• THE RECORDS:
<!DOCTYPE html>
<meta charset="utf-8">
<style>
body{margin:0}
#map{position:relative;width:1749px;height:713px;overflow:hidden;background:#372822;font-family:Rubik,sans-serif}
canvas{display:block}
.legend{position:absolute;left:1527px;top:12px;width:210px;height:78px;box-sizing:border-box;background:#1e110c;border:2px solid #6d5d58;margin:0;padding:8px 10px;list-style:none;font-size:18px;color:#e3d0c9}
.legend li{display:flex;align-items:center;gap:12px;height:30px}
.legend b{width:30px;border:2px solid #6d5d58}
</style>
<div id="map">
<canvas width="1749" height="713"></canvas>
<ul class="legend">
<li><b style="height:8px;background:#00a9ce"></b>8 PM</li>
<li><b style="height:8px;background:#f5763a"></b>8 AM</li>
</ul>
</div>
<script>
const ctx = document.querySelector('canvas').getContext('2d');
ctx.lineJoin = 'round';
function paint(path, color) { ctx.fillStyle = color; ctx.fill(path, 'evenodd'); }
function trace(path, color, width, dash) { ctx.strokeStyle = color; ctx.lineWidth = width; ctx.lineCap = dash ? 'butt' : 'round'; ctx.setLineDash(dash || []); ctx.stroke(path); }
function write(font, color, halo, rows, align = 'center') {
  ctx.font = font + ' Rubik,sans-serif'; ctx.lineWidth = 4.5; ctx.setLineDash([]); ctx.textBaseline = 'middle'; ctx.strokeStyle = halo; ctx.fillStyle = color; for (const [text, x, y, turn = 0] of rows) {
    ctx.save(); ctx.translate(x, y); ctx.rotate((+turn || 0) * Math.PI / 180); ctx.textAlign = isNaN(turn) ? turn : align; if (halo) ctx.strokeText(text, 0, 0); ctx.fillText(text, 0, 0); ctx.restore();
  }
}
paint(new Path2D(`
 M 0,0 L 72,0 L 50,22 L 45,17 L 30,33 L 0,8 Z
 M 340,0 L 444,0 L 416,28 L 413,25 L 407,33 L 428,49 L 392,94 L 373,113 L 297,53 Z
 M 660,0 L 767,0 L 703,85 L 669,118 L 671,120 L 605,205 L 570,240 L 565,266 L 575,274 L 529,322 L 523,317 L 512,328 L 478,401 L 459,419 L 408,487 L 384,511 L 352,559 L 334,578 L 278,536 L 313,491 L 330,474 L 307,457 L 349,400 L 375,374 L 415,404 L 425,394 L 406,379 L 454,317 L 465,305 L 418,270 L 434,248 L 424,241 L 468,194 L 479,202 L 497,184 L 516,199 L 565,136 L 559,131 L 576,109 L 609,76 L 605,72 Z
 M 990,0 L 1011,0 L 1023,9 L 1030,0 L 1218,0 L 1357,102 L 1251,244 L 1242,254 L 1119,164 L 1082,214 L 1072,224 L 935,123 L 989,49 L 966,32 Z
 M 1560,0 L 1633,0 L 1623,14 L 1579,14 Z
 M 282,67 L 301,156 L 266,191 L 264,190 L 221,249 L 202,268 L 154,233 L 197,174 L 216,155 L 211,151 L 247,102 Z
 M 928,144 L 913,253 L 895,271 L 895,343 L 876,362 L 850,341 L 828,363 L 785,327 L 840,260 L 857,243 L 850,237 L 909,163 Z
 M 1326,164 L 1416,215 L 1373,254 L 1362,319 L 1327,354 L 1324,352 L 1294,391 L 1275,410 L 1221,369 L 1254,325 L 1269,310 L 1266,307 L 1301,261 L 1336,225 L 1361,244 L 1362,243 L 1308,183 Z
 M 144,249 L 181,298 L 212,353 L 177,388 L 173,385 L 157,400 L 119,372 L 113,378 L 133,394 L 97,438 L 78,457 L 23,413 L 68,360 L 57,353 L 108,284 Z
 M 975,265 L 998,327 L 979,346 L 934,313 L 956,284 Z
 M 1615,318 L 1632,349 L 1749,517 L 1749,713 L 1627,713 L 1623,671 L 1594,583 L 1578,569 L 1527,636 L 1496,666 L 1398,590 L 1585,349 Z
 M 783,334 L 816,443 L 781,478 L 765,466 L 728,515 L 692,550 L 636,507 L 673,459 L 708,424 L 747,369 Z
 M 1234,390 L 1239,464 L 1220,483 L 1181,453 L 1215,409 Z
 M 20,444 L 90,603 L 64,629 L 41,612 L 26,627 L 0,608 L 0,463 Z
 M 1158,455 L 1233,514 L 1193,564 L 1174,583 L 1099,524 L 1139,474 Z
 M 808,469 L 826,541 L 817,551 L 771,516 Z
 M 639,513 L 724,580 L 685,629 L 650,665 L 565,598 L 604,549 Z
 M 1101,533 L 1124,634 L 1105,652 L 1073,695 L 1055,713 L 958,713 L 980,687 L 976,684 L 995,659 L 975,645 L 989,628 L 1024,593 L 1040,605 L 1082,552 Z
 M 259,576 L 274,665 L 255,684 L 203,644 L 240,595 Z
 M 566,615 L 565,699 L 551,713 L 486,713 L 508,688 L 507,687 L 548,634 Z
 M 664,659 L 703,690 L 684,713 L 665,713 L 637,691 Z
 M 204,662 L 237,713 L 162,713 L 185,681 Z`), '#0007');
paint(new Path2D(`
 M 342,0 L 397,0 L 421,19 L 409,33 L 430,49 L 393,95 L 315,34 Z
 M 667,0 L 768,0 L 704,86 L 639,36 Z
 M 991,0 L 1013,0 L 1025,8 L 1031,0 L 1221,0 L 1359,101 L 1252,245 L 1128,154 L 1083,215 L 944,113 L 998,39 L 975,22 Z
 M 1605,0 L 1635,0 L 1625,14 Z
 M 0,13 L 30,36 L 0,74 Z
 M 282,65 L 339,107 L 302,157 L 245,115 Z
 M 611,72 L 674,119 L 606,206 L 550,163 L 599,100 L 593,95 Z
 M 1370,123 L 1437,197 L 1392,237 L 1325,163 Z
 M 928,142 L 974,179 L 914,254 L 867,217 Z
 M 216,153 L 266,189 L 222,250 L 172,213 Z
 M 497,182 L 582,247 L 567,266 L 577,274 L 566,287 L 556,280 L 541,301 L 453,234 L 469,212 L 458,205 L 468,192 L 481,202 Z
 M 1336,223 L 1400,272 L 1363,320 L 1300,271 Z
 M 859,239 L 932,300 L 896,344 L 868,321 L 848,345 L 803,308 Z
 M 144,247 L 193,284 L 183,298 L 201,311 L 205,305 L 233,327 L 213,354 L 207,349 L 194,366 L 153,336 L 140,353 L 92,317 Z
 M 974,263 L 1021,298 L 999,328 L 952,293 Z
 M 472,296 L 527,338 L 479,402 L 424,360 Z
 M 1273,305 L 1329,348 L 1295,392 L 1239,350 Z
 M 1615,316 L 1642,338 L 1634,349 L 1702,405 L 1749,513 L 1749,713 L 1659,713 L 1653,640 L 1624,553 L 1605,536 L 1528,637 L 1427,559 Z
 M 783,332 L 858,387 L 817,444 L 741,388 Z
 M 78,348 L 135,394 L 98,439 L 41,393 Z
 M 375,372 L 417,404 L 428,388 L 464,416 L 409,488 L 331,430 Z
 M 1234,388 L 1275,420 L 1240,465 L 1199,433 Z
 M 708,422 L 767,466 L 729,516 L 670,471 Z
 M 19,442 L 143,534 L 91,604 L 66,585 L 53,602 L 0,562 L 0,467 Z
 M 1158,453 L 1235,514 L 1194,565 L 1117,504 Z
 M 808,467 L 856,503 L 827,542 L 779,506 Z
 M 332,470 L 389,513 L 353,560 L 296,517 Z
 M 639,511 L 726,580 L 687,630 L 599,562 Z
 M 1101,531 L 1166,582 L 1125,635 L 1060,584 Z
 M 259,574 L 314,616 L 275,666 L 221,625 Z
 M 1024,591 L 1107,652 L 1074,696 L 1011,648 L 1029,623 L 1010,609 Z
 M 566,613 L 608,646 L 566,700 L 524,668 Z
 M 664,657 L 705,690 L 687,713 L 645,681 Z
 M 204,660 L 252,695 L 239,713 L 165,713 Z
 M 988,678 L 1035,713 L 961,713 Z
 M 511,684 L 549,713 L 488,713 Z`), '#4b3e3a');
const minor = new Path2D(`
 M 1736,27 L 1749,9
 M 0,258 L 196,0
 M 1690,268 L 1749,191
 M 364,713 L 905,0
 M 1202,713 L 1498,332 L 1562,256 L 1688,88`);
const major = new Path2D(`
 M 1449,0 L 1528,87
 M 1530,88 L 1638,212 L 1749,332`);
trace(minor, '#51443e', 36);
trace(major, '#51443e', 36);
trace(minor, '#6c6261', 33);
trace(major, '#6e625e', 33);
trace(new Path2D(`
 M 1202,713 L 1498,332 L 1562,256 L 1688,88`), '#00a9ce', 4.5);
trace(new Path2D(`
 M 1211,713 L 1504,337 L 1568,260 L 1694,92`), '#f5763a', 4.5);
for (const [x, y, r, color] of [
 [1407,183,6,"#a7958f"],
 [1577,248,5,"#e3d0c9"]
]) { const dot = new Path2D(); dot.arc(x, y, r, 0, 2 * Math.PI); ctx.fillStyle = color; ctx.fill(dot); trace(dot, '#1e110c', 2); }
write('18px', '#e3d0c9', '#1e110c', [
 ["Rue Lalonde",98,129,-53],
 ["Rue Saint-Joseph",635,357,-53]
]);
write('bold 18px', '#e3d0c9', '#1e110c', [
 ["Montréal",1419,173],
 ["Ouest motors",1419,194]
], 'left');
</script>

• WHAT NEEDS TO BE DONE:
Every line above that includes the string "strokeStyle" needs to be copied.

• EXPECTED ANSWER:
function trace(path, color, width, dash) { ctx.strokeStyle = color; ctx.lineWidth = width; ctx.lineCap = dash ? 'butt' : 'round'; ctx.setLineDash(dash || []); ctx.stroke(path); }
  ctx.font = font + ' Rubik,sans-serif'; ctx.lineWidth = 4.5; ctx.setLineDash([]); ctx.textBaseline = 'middle'; ctx.strokeStyle = halo; ctx.fillStyle = color; for (const [text, x, y, turn = 0] of rows) {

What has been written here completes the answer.